Frances McDormand is an inveterate reader. So when a friend handed her a copy of Elizabeth Strout’s “Olive Kitteridge” about six years ago, she devoured it.
“Loved it,” she said. But even as she passed it around to friends to read, she insisted she had no intention of playing the role — a prickly, mean-tempered math teacher on the windswept coast of Maine, whose life does not go perfectly.
“I don’t read novels looking for material to make into movies, and that certainly was not a novel that needed to be made into a movie,” she told reporters at the TV Critics press tour this summer. Besides, she added, “a 90 minute time frame is not long enough to tell a good female story.”
An actress to whom she had lent the book called her and saw through her, saying, “You want to play that part.”
And McDormand again said no. But, she added, it “got me thinking.” By then she was in her 50s and “wanted to start generating my own work. I wanted to see what that was like. So I optioned it — the week before the week it was nominated for a Pulitzer.”
Good timing.
“Ms. Strout graciously remembered that after she won the Pulitzer for the novel and accepted my offer,” McDormand said. “So I had the option and then went about starting to meet writers.”
She had in mind long-format television, which she says had “become so great for female storytelling and for female performers and directors and writers.” And so she assembled her team: Jane Anderson (“Normal”) doing a deft collection of many of the stories in the book, director Lisa Cholodenko (“The Kids are All Right,” “Laurel Canyon’). And a cast that includes Richard Jenkins and, well into the miniseries, Bill Murray.
They combine for a rich, deeply-felt masterwork so rare for television, that begins its two night run tonight on HBO.
In the series of short stories that make up Strout’s book, Kitteridge is not always the main character; sometimes she’s barely mentioned. But through the series of stories, she emerges as a character through whom the seemingly normal affairs of a town life: deaths, romance, depression, shocking crime, grief, abandonment all occur.

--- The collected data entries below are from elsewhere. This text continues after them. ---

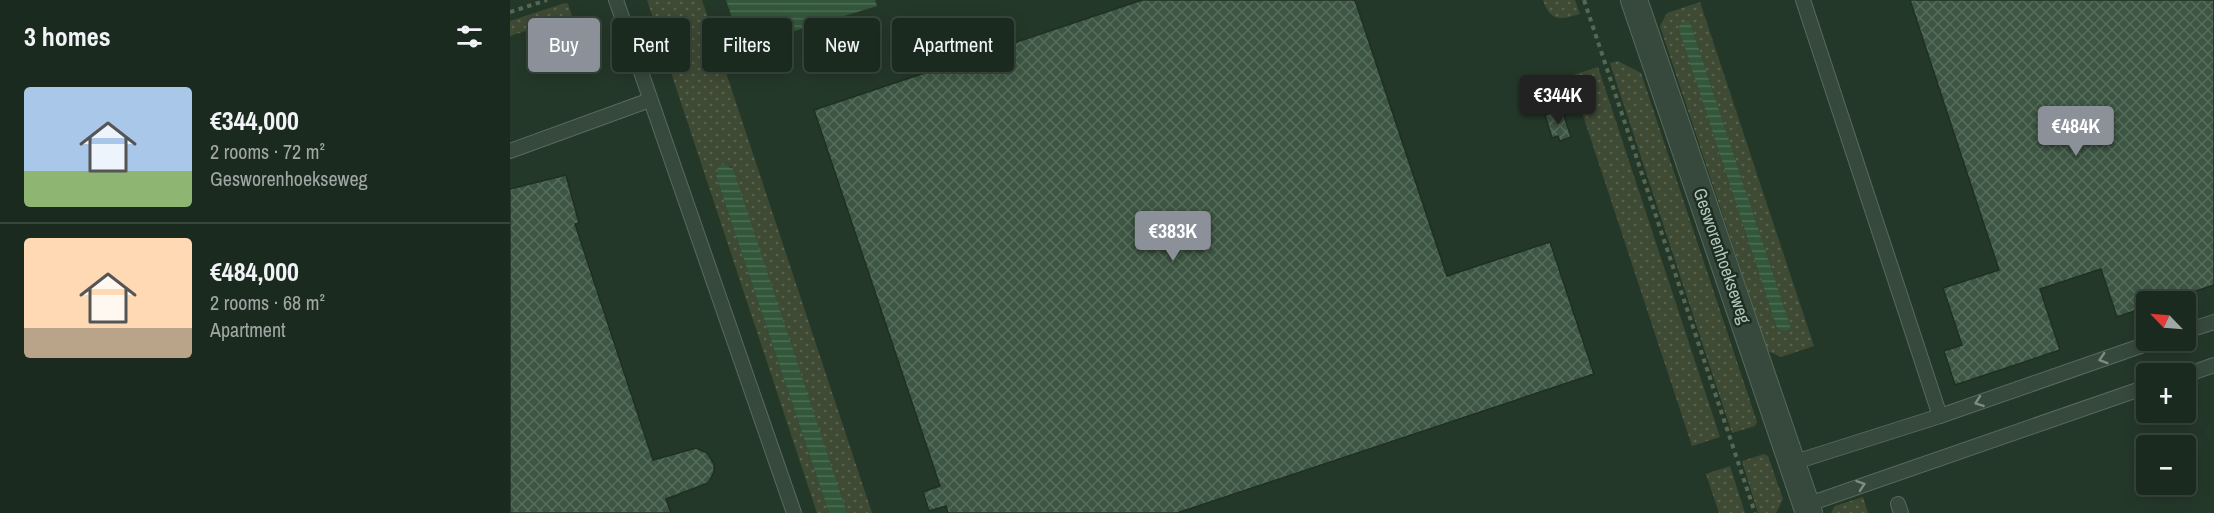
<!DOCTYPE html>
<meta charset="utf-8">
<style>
body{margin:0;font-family:"Archivo Narrow",sans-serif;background:#243228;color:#f1f3f6;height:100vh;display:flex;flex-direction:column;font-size:22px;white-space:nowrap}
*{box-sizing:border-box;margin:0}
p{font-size:20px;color:#a0a7a4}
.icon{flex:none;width:33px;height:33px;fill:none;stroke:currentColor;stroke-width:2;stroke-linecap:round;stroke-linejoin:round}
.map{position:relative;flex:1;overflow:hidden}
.drawer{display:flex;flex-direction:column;background:#1b2a1f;width:510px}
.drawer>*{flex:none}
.hud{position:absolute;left:18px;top:18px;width:570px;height:54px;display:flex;gap:12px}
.needle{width:39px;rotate:295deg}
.controls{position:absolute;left:1626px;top:291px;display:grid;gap:12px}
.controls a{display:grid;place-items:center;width:60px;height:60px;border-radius:6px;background:#1b2a1f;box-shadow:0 3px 15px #0003,0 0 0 2px #39463d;font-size:30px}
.price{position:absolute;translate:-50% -51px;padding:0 14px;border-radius:6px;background:#8c9099;color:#fff;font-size:20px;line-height:39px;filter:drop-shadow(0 2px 3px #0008)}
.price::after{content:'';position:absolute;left:50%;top:36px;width:18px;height:14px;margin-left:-9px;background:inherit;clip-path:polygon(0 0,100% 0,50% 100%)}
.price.current{background:#222;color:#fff}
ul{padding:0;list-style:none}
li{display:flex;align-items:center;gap:18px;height:150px;padding:0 24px}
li+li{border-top:2px solid #39463d}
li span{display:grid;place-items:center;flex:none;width:168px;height:120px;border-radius:6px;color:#555}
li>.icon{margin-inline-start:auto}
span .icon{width:72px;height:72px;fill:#fffc;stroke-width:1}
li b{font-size:26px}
h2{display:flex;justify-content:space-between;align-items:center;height:72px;padding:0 24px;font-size:26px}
.tag{padding:0 21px;border-radius:6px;background:#1b2a1f;box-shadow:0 3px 15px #0003,0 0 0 2px #39463d;font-size:21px;line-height:54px}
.tag.current{background:#8c9099;color:#fff}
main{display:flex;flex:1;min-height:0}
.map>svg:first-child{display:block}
.grass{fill:url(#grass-dots);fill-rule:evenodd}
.water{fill:url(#water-rules)}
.building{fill:url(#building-cross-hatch);stroke:#1f3023;stroke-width:1.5}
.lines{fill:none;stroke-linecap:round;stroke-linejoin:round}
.service-casing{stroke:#586a5d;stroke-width:16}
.minor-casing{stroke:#586a5d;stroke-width:28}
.path{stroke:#576754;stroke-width:4;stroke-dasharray:4.5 4.5;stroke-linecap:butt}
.service{stroke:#37493c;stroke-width:14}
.minor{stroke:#37493c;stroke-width:26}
.oneway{stroke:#7b8d80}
.labels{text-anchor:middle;stroke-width:5;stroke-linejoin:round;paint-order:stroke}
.street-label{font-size:18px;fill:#b2c5b8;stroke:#1d2e21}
</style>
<main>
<section class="drawer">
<h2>3 homes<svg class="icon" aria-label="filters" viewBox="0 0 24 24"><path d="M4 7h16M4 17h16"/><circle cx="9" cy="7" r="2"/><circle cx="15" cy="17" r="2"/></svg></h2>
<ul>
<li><span style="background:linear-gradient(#a9c7e8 70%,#8fb573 0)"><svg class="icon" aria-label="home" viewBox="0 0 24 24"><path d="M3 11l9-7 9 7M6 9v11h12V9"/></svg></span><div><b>€344,000</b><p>2 rooms · 72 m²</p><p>Gesworenhoekseweg</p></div></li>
<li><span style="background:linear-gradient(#ffd9b3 75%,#b9a48a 0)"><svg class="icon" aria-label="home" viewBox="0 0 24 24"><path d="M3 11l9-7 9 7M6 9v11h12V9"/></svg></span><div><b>€484,000</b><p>2 rooms · 68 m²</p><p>Apartment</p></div></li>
</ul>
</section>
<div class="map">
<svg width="1704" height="513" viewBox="0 0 1704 513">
<defs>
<pattern id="grass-dots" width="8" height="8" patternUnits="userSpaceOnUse" patternTransform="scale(1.5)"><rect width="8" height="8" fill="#3f4a34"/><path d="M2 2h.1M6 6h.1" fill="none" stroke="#58634f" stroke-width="1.8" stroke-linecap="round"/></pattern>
<pattern id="water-rules" width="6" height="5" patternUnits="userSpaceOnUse" patternTransform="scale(1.5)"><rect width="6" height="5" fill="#33573b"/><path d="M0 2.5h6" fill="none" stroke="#4e6e55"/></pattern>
<pattern id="building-cross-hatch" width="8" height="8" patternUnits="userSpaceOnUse" patternTransform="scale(1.5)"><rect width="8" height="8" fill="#3d5643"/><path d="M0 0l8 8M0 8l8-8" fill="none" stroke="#576d5c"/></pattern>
</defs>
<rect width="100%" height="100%" fill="#243829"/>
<g class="grass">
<path d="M137,0h55l170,513h-25l-116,-347 -15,7v3l113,337h-12z"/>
<path d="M1033,0h32l5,14c-19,6 -30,8 -37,-14z"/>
<path d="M1190,2l114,344 -33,11 -13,-6 -108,-325 7,-13zM1180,22l101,306 -6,4 -8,-4 -99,-301z"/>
<path d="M55,3l3,1 4,12 -62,20v-15z"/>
<path d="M1108,61l23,12 116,349 -2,4 -23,7 -122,-370z"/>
<path d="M1088,67l122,370 -28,9 -122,-370z"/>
<path d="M1254,454l4,2 15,43 -7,14h-18l-16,-52z"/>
<path d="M1220,466l15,47h-26l-13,-39z"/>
<path d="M1353,497l5,16h-37l4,-7z"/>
</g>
<g class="water">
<path d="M216,0h149l2,6 -135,41z"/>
<path d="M1176,21l4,1 101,306 -6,4 -8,-4 -99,-301z"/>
<path d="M214,164l9,5 114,344h-18l-113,-337 2,-9z"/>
</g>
<g class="building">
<path d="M632,0h213l92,276 103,-34 44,132 -417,139h-229l-2,-7 -17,5 -6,-19 17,-6 -126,-376z"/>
<path d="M1400,0h304v285l-51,17h-17v5l-29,10 -16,-48 -61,20 20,61 -105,35 -11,-34 18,-6 -19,-57 56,-18z"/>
<path d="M1047,111l2,4 4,-2 8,24 -11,4 -2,-5 -6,2 -7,-23z"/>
<path d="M56,175l13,48 -4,1 78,236 43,-12 11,5 7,11v8l-6,11 -42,16 5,14h-161v-324z"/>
</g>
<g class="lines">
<g class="service-casing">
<g id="service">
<path d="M106,0l178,513"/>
<path d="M1293,0l137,416"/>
<path d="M0,151l140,-51"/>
<path d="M1676,331l28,-9"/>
<path d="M1676,375l28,-10"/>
<path d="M1282,463l148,-47 218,-76"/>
<path d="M1388,504l3,9"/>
<path d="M1296,505l340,-118"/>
</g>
</g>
<g class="minor-casing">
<path id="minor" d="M1124,0l175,513"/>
</g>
<g class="path">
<path d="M1074,0l171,513"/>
<path d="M0,12l37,-12"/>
</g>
<use href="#service" class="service"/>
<use href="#minor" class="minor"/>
</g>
<defs><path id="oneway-chevron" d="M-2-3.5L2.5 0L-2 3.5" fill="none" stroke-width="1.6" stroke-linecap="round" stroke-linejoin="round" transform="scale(1.5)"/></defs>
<g class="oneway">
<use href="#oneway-chevron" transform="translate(1593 359) rotate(162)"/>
<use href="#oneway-chevron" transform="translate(1469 402) rotate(160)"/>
<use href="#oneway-chevron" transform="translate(1351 485) rotate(-19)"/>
</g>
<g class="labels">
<g class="street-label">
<text transform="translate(1212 256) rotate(71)" y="6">Gesworenhoekseweg</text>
</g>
</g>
</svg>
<div class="controls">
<a><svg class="needle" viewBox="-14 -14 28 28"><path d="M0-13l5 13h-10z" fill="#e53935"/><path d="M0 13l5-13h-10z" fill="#a0a7a4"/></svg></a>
<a>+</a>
<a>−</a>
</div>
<b class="price current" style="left:1048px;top:126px">€344K</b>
<b class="price" style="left:1566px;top:157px">€484K</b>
<b class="price" style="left:663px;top:262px">€383K</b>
<div class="hud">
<a class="tag current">Buy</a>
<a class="tag">Rent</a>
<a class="tag">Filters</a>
<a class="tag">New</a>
<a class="tag">Apartment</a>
</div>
</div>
</main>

“What’s really also really interesting technically about what Strout did was that she called the novel ‘Olive Kitteridge.’ It’s 13 short stories. Olive Kitteridge isn’t even in most of them,” McDormand said. “She’s peripheral in some of them. In fact, the first short story, it’s called “Pharmacy.” It’s what we based our first hour of the film on. It’s about Henry. And Olive is his wife and the mother of his son.”
“My job was to take Olive and follow her through the stages of her life,” says Anderson, the screenwriter. “You’ll recognize your parents or your grandparents, because they are of a generation where you fall in love and you make it work. And even if your heart goes to someone else, you make it work. And Olive is that horrible math teacher you had in school. She’s the neighbor who was cranky and wouldn’t talk to you over the fence. She’s the lady on the street who has that look on her face, but she’s infinitely decent and brave and noble, and that’s what’s so brilliant about the character that Elizabeth Strout created.”
McDormand said, “part of what our story is about is a woman who, under a lot of circumstances, would never is invisible, but she makes sure she’s not.”
“Olive Kitteridge” was not shot in Maine, but in Gloucester, Mass., for tax purposes, but also because it resembled fictional coastal town Strout had created in Crosby.
“The most important thing was it wasn’t quaint Maine,” McDormand said. I”t was a working Maine. It was a working class Maine. It was a real it was an industrial a town that had an industrial past, because what you see in the 30 years that we we span 25 years we span is that it really changes from small, you know, privately owned businesses to corporately owned businesses.”
There are touches of previous HBO castings here and there, from Jenkins, who was the father on “Six Feet Under” to John Gallagher Jr., who returns to the network next week for the final season of “The Newsroom.”
“This could be one of the bravest things that HBO has allowed a team of artists to do, because it is so quiet and so deceptively ordinary and so infinitely impossible to pitch,” Anderson says. “And it’s not even chick filmmaking. It’s humanity filmmaking.”
McDormand said she got Murray, who appears largely in the final episode Monday, because they had worked so well together as a couple in Wes Anderson’s “Moonrise Kingdom.” “I knew that all I had to say was, ‘There’s more of that in this.’”
“He has just this innate ability to move between drama, sadness, and this comedic brilliance, and it’s on razor’s edge, and he just does it so masterfully,” the director Cholodenko said of Murray, “It was astonishing to direct him and witness it up close and personal, but I think it just translates beautifully in the film.”
Some stories from the novel had to be left out (though there are flashes of some of its characters, such as the piano bar performer Angela O’Meara, portrayed by singer Martha Wainwright).
“We’ve got a few more stories to tell,” McDormand said. “So we’ll see what happens. Maybe we can do them on YouTube.”